Here are the key benefits of drag-along rights for minority shareholders: 

  1. First, this type of provision requires that the price, terms, and conditions of a share sale be the same across the board, which means that small equity holders can benefit from favorable sales terms that would otherwise be unattainable.
  2. Second, drag-along rights protect minority shareholders from potential “lowball” offers from majority shareholders by allowing them to negotiate a fair price for their shares. 
  3. Finally, drag-along rights can provide minority shareholders with greater liquidity.

Drag-Along Rights vs.

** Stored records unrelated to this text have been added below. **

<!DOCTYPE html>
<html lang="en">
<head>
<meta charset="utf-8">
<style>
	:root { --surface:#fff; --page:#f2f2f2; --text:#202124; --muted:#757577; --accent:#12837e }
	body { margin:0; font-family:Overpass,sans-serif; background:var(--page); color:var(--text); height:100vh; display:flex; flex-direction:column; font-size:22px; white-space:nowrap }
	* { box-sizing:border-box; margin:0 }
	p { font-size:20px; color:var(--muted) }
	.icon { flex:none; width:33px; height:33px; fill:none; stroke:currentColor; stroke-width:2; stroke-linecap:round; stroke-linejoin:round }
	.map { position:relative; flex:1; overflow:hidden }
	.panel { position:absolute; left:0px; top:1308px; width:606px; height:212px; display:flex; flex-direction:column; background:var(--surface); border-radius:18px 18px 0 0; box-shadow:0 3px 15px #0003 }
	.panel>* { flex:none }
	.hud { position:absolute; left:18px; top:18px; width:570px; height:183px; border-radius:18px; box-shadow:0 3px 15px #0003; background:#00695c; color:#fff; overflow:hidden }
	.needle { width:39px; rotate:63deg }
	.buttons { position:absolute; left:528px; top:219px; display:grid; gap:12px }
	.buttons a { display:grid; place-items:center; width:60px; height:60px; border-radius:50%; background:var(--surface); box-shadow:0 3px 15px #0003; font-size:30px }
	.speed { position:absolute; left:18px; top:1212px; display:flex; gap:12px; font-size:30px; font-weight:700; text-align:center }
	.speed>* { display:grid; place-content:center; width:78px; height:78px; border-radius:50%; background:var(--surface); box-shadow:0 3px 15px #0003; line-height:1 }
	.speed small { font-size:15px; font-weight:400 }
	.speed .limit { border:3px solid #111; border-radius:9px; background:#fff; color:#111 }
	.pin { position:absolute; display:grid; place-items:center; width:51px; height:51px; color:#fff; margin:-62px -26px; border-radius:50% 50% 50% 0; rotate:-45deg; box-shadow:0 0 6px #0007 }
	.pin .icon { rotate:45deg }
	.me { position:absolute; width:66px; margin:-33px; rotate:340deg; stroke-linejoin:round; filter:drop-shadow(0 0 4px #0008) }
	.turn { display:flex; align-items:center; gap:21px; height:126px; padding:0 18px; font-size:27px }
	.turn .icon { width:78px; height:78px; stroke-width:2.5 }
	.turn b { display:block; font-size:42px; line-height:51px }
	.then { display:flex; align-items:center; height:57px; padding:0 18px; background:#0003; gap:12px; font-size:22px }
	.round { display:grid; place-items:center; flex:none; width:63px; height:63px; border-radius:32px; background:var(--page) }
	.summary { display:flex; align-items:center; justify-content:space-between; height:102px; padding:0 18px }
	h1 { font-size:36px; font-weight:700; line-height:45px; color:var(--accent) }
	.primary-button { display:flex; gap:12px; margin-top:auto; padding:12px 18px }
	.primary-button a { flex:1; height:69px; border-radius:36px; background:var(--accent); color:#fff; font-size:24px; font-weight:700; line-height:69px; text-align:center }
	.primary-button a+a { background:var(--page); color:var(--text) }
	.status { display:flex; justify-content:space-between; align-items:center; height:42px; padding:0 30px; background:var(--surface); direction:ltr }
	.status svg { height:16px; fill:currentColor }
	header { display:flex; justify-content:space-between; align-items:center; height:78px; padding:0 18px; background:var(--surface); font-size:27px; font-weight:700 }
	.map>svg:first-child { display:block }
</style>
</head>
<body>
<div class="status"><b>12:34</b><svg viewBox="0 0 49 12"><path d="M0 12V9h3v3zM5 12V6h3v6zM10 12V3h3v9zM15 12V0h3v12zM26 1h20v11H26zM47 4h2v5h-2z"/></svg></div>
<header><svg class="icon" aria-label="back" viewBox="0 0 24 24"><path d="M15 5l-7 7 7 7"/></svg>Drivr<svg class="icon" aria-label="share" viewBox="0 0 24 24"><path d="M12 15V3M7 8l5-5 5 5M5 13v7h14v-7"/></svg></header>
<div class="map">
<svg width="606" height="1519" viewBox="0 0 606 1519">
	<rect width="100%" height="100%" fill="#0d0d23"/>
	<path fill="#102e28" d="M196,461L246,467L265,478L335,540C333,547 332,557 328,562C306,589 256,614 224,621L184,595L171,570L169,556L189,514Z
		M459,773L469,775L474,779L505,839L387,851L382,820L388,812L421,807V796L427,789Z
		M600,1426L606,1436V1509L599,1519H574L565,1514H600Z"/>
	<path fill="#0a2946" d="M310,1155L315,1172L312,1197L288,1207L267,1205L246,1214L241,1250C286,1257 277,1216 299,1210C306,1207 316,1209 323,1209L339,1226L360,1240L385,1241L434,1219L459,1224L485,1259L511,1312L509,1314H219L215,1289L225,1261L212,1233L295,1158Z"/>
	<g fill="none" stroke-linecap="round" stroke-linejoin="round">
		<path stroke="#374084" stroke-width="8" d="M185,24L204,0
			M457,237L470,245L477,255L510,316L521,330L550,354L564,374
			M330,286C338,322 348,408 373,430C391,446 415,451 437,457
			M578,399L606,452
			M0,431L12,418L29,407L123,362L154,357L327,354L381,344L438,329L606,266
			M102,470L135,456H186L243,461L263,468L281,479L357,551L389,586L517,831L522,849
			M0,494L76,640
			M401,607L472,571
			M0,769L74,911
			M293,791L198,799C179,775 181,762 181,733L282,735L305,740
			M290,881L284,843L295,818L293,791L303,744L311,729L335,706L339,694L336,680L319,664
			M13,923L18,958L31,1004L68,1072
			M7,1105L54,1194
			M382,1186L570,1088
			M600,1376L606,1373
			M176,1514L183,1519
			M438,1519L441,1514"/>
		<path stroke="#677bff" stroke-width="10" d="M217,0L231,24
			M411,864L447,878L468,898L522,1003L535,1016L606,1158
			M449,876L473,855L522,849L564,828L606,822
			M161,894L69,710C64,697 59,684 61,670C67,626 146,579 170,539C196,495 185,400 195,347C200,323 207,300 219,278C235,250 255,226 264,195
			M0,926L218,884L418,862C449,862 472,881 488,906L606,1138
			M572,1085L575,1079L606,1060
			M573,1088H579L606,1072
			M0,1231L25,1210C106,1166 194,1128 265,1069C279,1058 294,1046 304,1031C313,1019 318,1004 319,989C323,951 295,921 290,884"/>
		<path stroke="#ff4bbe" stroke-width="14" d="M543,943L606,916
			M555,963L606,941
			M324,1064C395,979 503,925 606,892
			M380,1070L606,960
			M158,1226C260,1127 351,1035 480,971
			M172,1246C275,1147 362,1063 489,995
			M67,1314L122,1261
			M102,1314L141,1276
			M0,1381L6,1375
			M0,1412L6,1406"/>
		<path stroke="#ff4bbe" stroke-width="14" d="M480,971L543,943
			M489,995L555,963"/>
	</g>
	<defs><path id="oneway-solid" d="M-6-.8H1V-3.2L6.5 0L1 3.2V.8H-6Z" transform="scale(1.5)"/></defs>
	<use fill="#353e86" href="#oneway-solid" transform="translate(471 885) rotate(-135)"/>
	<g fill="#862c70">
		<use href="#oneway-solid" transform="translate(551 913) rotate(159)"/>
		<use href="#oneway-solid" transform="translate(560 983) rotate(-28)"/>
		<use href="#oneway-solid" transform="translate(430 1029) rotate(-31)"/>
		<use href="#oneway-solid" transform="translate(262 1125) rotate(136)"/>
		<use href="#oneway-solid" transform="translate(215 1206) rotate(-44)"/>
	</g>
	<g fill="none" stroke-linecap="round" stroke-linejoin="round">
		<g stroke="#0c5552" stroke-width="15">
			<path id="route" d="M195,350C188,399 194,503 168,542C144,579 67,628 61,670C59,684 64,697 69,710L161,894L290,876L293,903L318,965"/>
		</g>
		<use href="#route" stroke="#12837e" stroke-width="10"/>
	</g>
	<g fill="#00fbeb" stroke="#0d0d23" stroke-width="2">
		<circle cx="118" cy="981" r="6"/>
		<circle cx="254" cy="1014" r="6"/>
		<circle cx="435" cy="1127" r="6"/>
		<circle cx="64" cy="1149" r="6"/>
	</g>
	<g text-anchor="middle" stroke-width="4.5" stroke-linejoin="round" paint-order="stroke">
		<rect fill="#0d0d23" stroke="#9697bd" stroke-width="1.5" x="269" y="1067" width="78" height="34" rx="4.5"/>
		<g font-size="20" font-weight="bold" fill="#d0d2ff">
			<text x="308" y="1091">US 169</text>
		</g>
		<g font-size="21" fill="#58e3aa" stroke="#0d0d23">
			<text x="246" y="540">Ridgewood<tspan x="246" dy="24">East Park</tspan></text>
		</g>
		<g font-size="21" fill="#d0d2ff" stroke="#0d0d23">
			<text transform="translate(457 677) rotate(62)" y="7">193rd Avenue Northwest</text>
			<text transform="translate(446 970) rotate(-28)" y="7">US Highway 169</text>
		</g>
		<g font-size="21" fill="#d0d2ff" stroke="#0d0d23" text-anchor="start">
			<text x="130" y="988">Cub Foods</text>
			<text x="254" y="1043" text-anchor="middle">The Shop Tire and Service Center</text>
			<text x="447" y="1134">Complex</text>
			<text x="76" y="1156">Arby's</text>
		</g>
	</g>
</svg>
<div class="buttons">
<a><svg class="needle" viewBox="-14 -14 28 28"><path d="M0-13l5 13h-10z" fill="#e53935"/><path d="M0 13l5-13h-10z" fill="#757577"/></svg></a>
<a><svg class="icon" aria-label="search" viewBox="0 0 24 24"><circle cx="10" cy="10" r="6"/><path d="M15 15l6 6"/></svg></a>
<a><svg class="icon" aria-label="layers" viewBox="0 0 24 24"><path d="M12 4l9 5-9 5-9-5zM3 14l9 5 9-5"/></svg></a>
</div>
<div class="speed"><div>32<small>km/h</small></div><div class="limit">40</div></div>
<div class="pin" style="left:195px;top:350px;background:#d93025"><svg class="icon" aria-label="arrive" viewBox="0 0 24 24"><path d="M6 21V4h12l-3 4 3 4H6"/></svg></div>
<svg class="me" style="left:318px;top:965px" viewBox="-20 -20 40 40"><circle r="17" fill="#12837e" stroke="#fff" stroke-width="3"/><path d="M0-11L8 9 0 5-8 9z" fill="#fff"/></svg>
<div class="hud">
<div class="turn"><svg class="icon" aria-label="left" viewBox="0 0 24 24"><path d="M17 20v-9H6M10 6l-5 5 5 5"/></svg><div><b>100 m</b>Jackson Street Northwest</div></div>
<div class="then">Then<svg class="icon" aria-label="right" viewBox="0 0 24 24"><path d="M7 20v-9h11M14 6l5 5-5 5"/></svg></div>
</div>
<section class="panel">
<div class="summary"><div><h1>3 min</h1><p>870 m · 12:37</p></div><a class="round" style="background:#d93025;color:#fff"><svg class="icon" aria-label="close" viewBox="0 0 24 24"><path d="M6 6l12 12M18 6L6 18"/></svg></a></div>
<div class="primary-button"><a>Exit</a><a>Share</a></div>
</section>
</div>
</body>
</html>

Tag-Along Rights

Understanding the difference between drag-along rights and tag-along rights is essential in approaching any business deal such as M&A. Drag-along rights allow the majority shareholders of a company to force minority shareholders to join in the sale of the company to a third party. Tag-along rights, on the other hand, allow minority shareholders to tag along with the majority shareholders in the sale of the company to a third party but don’t mandate an obligation. Both rights are important to understand when negotiating a business deal, as they can have a significant impact on how much money the shareholders make from the sale.

The Bottom Line

In conclusion, drag-along rights are an important consideration when entering negotiations with investors. While they are beneficial to the investor and can help to ensure a smooth transition of control, they can also be detrimental to the founders. Keeping these rights in mind and understanding the implications of granting them is essential for founders to make an informed decision. With careful consideration and negotiation, drag-along rights can be implemented in a way that is beneficial to both the investor and the founder.